WORK TASK => What is the number of lines in the data holding the word "halo"? Give that number by itself.
**** INFORMATION ****
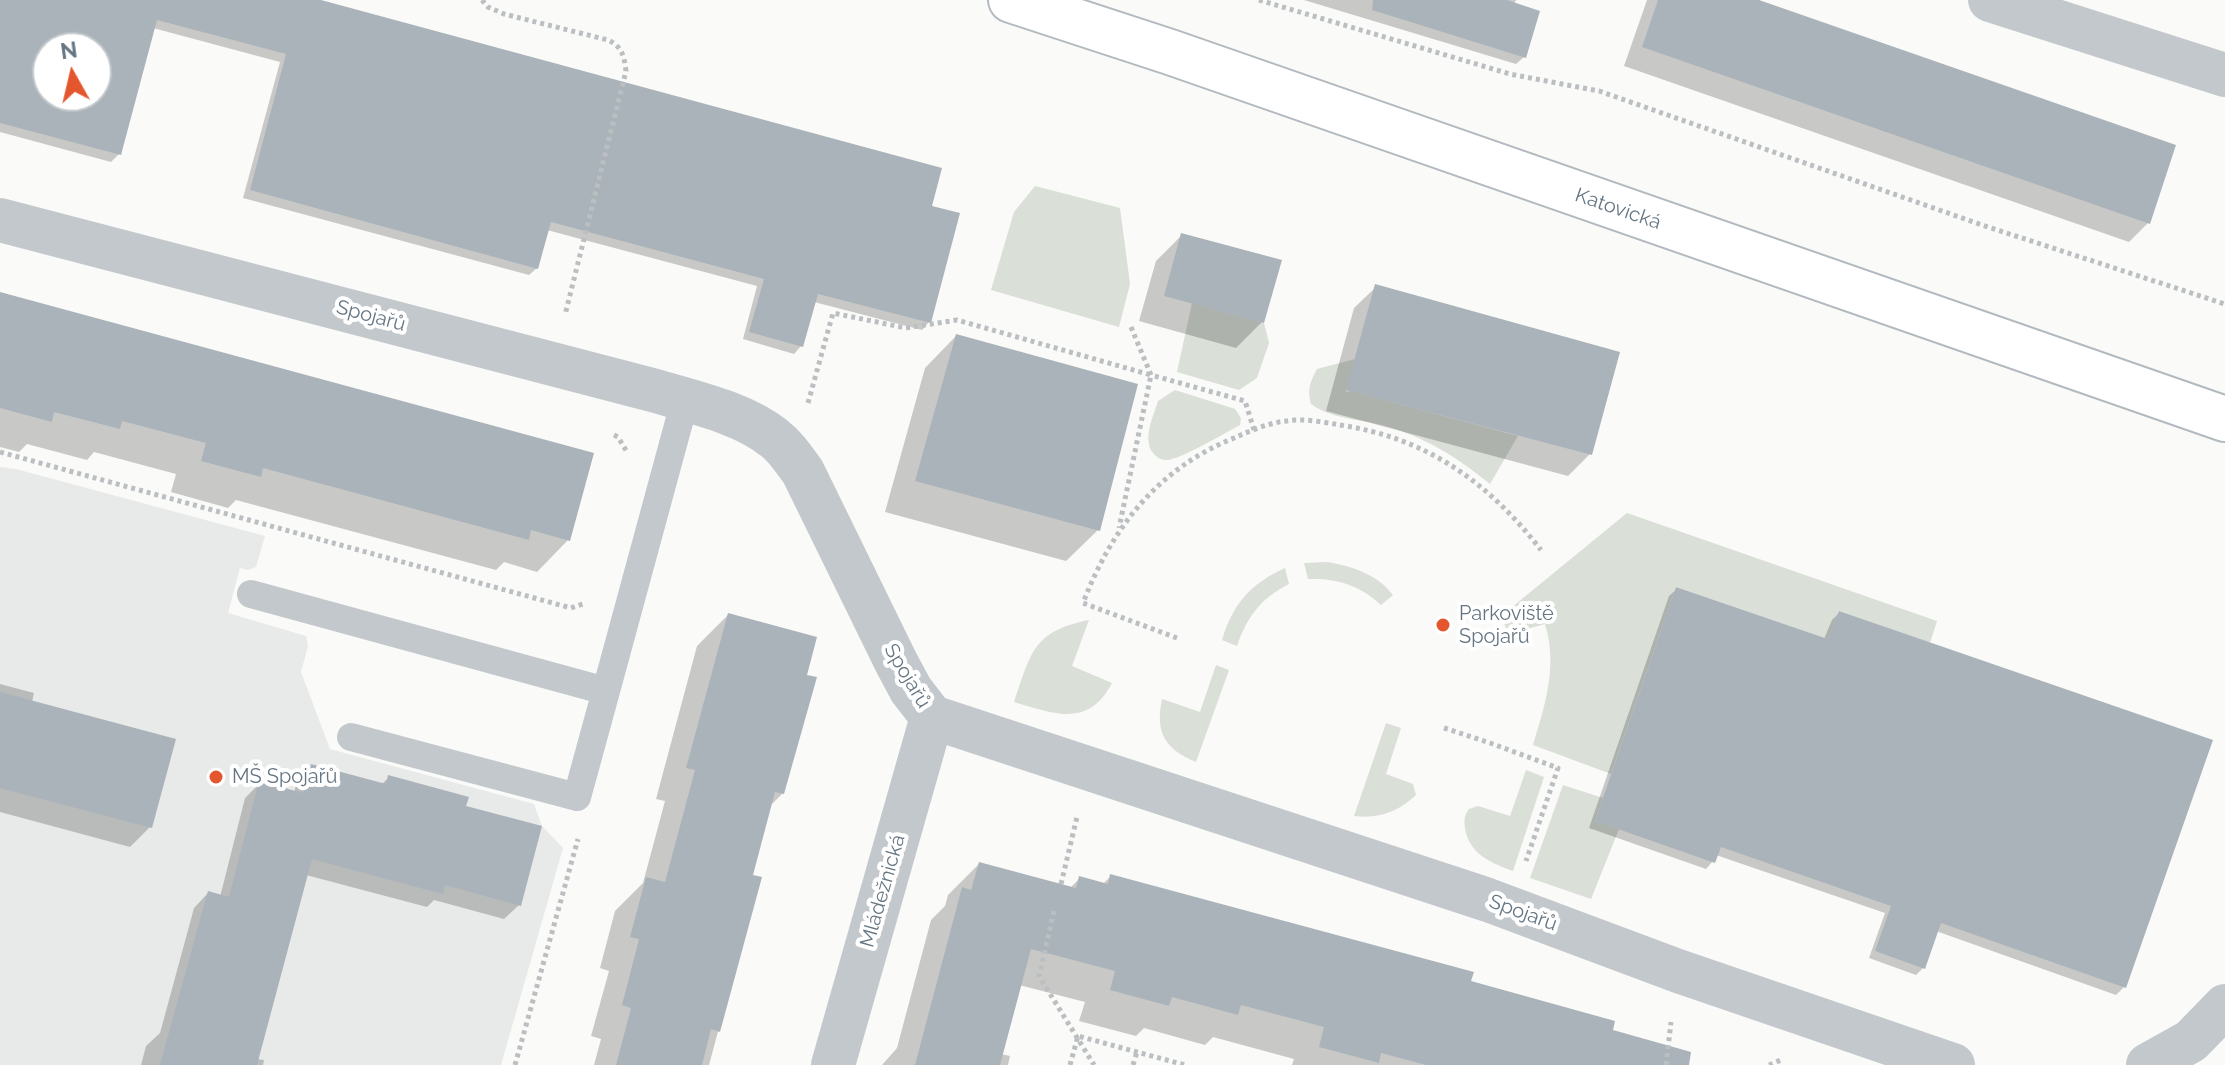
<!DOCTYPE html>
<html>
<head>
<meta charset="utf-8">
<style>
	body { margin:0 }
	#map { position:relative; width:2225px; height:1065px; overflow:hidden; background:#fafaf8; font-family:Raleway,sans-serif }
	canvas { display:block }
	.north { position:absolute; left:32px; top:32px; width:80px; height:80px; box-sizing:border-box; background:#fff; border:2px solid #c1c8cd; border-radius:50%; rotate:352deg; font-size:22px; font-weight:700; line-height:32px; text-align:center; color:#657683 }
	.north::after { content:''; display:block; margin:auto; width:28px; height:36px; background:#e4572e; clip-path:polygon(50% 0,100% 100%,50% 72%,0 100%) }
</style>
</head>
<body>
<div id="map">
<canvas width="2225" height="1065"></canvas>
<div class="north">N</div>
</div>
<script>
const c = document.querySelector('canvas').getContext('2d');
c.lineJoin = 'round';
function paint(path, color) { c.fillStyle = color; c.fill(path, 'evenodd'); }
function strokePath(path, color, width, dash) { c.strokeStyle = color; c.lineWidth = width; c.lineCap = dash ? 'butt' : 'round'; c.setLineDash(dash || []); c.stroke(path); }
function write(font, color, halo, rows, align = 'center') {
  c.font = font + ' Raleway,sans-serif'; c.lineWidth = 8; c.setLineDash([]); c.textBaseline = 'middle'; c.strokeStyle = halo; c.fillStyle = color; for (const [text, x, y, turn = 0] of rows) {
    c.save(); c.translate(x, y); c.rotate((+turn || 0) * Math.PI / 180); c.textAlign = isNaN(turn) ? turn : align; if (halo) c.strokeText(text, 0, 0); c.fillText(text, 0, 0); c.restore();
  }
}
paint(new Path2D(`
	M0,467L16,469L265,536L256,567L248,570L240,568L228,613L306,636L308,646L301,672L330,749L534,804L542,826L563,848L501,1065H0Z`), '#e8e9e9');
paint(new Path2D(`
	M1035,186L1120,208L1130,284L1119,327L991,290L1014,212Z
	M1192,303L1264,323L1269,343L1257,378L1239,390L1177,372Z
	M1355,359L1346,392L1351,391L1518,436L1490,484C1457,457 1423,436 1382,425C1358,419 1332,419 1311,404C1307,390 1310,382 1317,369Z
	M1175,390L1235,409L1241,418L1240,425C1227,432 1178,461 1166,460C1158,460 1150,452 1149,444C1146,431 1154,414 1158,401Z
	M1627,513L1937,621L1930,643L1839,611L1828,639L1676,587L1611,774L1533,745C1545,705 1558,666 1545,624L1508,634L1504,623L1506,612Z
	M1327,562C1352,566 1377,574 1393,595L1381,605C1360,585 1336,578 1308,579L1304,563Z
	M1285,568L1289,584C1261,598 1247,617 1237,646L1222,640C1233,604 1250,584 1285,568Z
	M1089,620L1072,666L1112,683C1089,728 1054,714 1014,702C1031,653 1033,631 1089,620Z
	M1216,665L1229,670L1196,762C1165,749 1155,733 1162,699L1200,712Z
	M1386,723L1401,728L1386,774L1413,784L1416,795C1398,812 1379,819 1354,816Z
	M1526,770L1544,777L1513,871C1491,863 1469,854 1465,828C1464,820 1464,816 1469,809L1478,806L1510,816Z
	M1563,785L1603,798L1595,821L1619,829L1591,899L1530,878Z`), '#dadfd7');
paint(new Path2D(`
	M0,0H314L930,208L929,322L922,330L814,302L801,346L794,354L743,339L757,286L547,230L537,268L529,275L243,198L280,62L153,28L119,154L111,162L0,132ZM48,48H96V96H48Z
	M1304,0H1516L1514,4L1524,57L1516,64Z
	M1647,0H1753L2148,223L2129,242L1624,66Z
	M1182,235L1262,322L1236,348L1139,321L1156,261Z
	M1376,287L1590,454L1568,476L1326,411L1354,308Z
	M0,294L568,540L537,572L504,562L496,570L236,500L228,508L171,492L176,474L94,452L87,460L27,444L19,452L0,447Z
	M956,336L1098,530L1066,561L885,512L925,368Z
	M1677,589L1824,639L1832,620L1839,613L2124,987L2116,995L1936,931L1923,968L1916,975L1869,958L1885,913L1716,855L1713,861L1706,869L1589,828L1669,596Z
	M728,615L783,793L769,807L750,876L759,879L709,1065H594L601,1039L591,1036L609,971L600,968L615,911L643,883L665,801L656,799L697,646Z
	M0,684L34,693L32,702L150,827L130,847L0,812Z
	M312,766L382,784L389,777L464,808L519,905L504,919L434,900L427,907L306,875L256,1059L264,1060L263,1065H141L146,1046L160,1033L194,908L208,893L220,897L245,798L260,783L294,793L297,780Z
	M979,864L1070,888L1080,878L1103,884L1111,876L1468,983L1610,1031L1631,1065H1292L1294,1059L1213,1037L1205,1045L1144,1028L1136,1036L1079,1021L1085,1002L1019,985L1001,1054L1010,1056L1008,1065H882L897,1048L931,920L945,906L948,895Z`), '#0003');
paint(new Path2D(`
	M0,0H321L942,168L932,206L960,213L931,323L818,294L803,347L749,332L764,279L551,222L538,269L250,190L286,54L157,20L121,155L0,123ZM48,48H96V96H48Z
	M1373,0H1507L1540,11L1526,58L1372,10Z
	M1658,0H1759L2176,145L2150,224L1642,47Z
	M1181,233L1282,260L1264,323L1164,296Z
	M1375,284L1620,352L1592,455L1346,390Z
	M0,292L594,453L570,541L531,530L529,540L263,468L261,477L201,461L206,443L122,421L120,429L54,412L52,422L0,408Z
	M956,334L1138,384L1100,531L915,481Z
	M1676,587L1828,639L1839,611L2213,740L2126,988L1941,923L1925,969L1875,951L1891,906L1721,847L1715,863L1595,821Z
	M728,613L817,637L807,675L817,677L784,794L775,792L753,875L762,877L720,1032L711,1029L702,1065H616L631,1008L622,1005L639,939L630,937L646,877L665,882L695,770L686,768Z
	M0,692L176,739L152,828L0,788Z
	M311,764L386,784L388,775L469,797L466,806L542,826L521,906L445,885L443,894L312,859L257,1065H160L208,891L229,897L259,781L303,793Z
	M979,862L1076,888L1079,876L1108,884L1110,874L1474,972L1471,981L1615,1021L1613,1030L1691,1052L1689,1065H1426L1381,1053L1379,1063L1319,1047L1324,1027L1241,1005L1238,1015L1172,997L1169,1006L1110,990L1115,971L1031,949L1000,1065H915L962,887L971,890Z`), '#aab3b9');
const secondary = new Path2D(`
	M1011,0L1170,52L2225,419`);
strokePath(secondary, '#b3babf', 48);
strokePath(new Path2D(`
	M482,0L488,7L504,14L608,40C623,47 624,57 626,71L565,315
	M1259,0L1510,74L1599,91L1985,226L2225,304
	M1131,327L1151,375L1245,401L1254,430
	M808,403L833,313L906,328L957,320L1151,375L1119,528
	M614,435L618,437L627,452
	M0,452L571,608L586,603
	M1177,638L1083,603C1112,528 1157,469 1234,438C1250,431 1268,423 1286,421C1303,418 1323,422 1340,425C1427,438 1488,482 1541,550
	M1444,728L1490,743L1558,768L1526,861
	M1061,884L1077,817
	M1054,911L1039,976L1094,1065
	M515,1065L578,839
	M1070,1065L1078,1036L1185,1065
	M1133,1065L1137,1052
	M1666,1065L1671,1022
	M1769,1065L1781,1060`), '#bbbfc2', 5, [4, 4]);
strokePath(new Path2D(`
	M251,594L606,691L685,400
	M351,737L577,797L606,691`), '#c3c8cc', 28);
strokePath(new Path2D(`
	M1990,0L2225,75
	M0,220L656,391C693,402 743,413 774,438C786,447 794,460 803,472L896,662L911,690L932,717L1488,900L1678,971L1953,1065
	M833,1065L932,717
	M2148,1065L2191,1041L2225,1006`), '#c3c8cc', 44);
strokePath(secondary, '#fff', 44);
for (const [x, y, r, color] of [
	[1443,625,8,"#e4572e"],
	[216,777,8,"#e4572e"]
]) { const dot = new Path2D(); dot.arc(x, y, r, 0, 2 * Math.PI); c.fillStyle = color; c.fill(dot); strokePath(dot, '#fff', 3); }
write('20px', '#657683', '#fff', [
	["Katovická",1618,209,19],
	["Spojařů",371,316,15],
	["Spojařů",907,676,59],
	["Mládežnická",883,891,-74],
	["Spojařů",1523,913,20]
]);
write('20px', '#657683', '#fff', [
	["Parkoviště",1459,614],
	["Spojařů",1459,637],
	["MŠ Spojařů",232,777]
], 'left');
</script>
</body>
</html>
****
REPLY => 3